While closely based on truth every step of the way, a little originality – no matter how utterly fabricated – would be most welcome. Dark and brooding, there is a dull joylessness in the burdensome predictability of the story.

What makes the film worthy is a transforming performance by Joaquin Phoenix (who I've never cared for truth be told) who communicates a talent and vulnerability that transcends worn and weary material. He delivers the most treadmill dialogue with a depth of sincerity and weight that makes one believe it comes from demons deep within. He also demonstrates that any actor lip synching their way through the portrayal of a real-life personality is merely delivering half a performance – here Phoenix delivers a lifetime of dusty roads and defiant insecurity through his vocal chords. And, yes, he really does an amazing job of sounding like Cash without bordering on impersonation.

As the long-patient, long-suffering non-girlfriend, Reese Witherspoon imbues June Carter with spunk (Lou Grant would hate her) and strength – she is a smart, confident career woman with a low-tolerance for bullshit. Deviating refreshingly from the proto-typical woman-behind-the-man, she is not keeping any home fires burning.

Now, can we please find a music star who was born into wealth, adored by everyone he knew, hated booze and pills, skipped, whistled and smiled incessantly, was happily married and died in his nineties?

Would that be boring, or what?

More Movie Info: http://imdb.com/title/tt0358273/

Monday, November 14, 2005

Jarhead


Grade: B

War is hell, whether or not you actually get to pull the trigger.

In an age where battle is waged from thousands of feet above the clouds, with bombs meticulously dropped on unseen victims and the romantic image of man-to-man combat largely a thing of the past, our troops nonetheless continue their old-school training –running mile after mile to rhythmic drills, hazing one another with abundant cruelty and camaraderie, firing at human cutouts and crawling through the mud underneath barbed wire netting with live ammo flying overhead.
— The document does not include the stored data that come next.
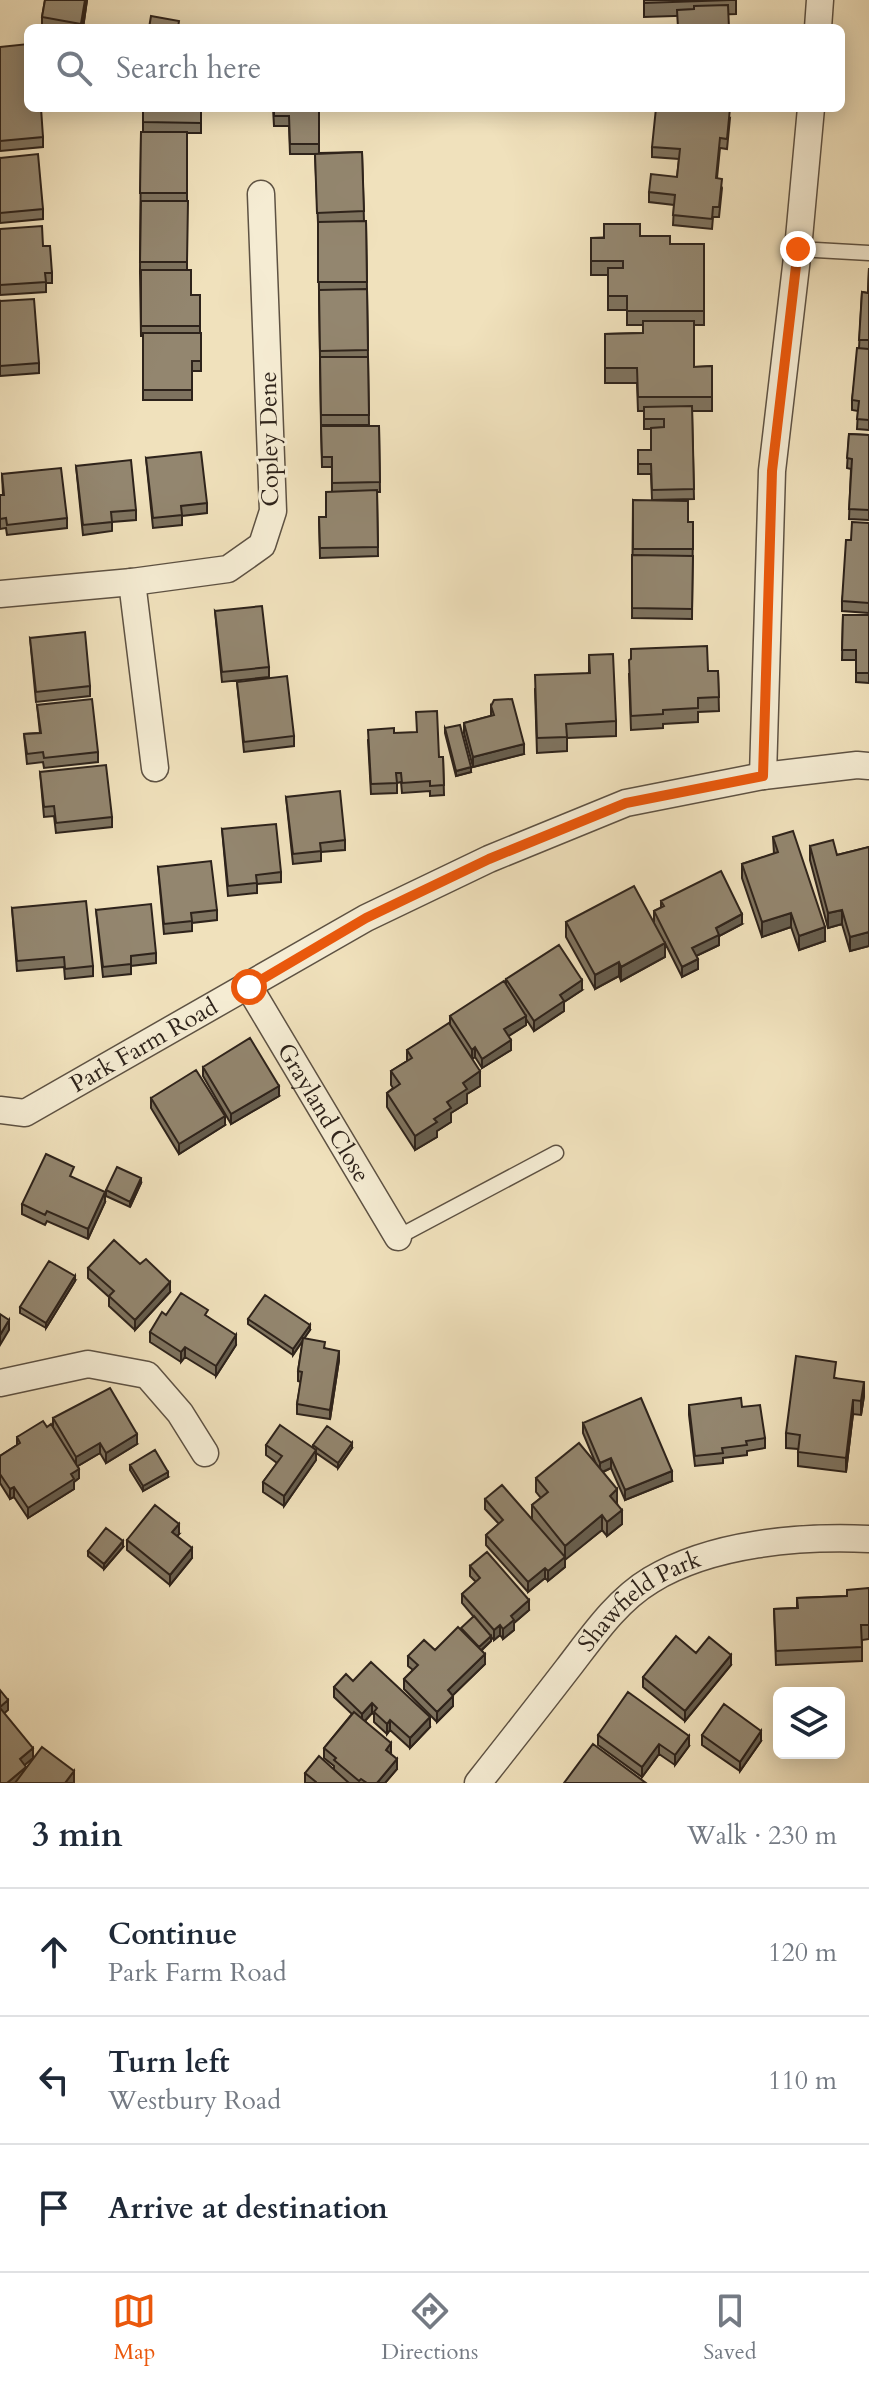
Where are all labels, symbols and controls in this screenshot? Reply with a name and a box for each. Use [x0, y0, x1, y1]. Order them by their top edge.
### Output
search box [24, 24, 845, 112]
icon: search [52, 46, 96, 90]
text: Search here [116, 48, 261, 89]
route end [780, 231, 816, 267]
street label: Copley Dene [252, 371, 287, 507]
route start [231, 969, 267, 1005]
street label: Park Farm Road [64, 990, 224, 1101]
street label: Grayland Close [269, 1037, 378, 1188]
street label: Shawfield Park [570, 1543, 706, 1659]
map controls [773, 1687, 845, 1759]
button: layers [773, 1687, 845, 1759]
text: 3 min [32, 1812, 123, 1858]
text: Walk · 230 m [687, 1818, 837, 1853]
text: Continue [108, 1914, 237, 1955]
icon: ahead [32, 1930, 76, 1974]
text: 120 m [768, 1935, 837, 1970]
text: Park Farm Road [108, 1955, 287, 1990]
text: Turn left [108, 2042, 230, 2083]
icon: left [32, 2058, 76, 2102]
text: 110 m [768, 2063, 837, 2098]
text: Westbury Road [108, 2083, 281, 2118]
icon: arrive [32, 2186, 76, 2230]
text: Arrive at destination [108, 2188, 388, 2229]
tab: Map [112, 2289, 156, 2367]
tab: Directions [381, 2289, 478, 2367]
tab: Saved [703, 2289, 757, 2367]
They prepare for a type of war that is out of fashion, attending screenings of “Apocalypse Now,” enraptured by the glory they presume will one day be theirs.

Director Sam Mendes juxtaposes the propaganda of basic training with the reality of modern day warfare. Thousands of troops spend months in the desert waiting for Operation Desert Storm to begin. Trained in combat, they are ill-prepared to wait. Days become weeks become months. They wait. Unable to use the skills they have so arduously prepared for, hydrating becomes a drilled task, they wait.
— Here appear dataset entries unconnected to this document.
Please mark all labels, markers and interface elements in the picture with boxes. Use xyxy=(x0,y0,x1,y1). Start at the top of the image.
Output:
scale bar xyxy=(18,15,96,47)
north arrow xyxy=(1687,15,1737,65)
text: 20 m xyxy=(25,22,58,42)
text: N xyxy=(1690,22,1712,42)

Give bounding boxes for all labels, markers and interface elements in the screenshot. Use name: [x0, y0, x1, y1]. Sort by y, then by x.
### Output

The film is cordoned into three distinct sections – boot camp, waiting, engagement. The former and the latter we have seen in dozens of other war movies, Kubrick’s “Full Metal Jacket” among the more notable. Yet it is in the waiting – the tedious, frustrating, psychologically charged waiting – where the film tells its own unique story. Soldiers shoot at nothing, drill for nothing, and struggle to remain sane. We never come to know or care about these people, although Jake Gyllenhaal (with the body of a Greek god) and Peter Sarsgaard imbue a sense of dignity into underwritten roles, two marksmen without a target to mark.
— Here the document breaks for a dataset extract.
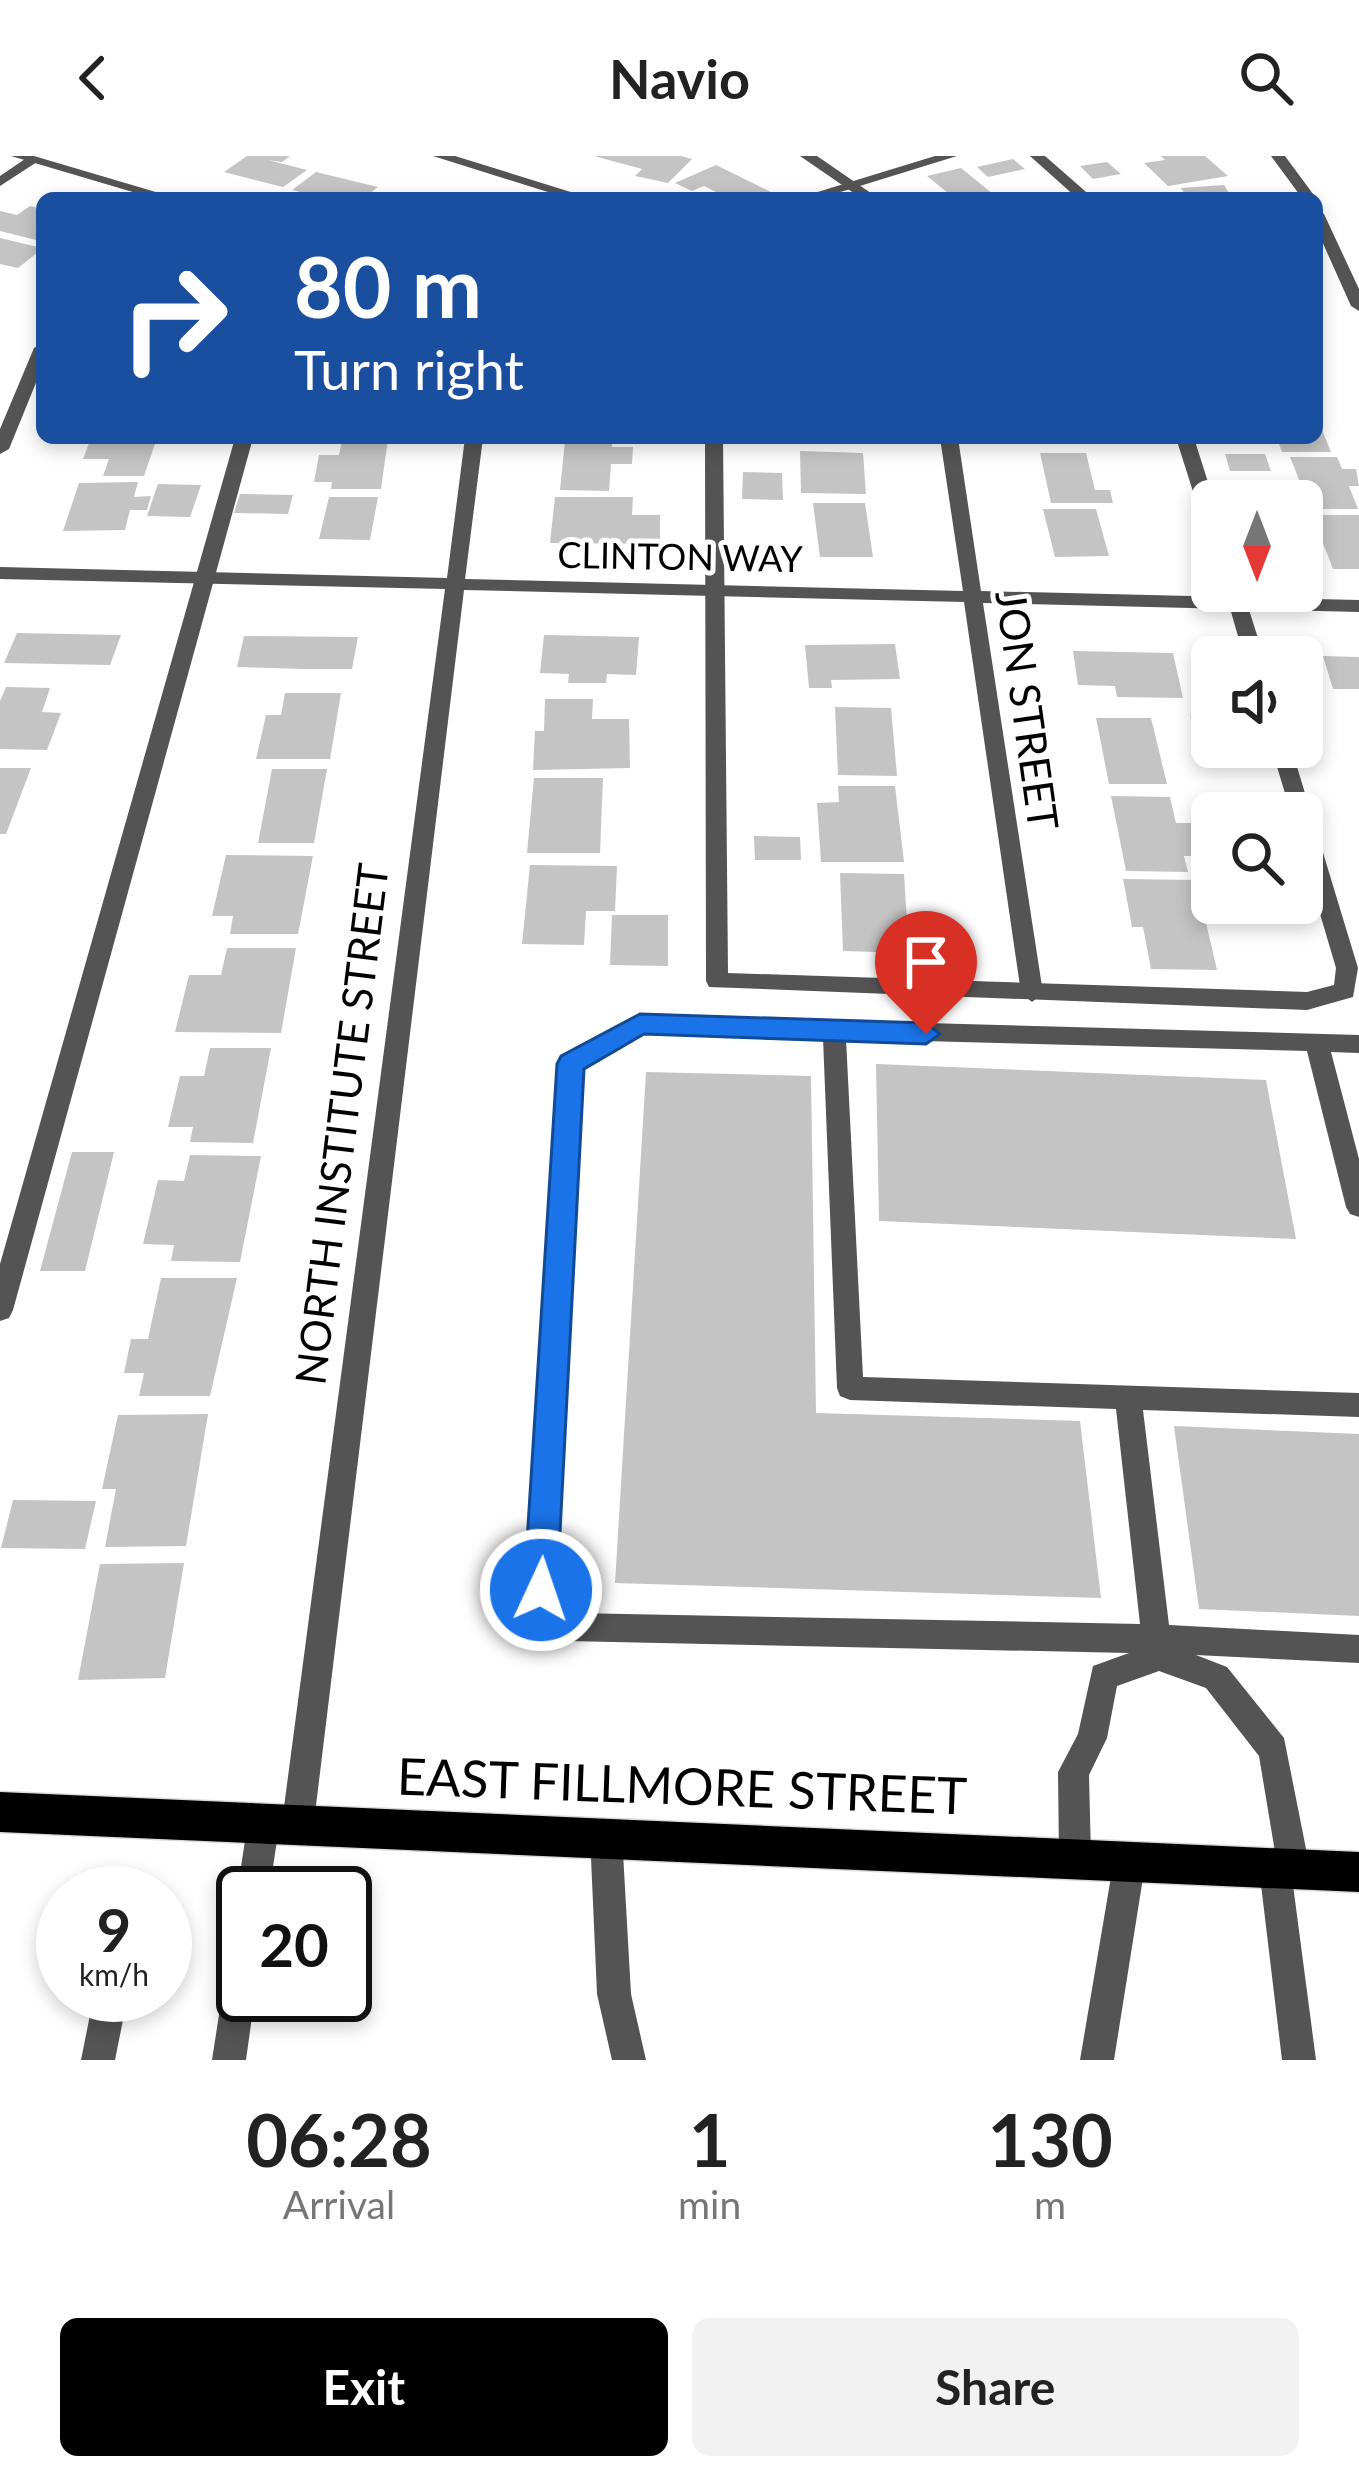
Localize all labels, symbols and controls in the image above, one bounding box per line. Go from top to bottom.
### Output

The film casts no perspective on the rightness or wrongness of this or our current engagement, focusing instead on soldiers carrying out their responsibilities – from the mundane to the insane – with a mixture of fear, tedium, and inevitability. Mendes, as per usual, fills the screen with stunning visuals of oil fields ablaze, bomb detritus blowing into the faces of stunned soldiers, and desert sands blackened with the remains of charred no-name casualties of war. When machine guns finally launch a torrent of rapid fire, it is an explosive masturbatory release without objective or purpose, a metaphor for the role of soldiers in a different age.

A homecoming after the war is forced and pretentious, a Vietnam Vet of another time attempting to bond with soldiers of an entirely different ilk and experience. The film ends on a holier than thou note that betrays the simplicity of soldiers trying to make sense of their role in a world that has outlasted their usefulness.

What irony, flashing 15 years forward, that we are back in the same region fighting the kind of war these soldiers were originally trained for, and losing.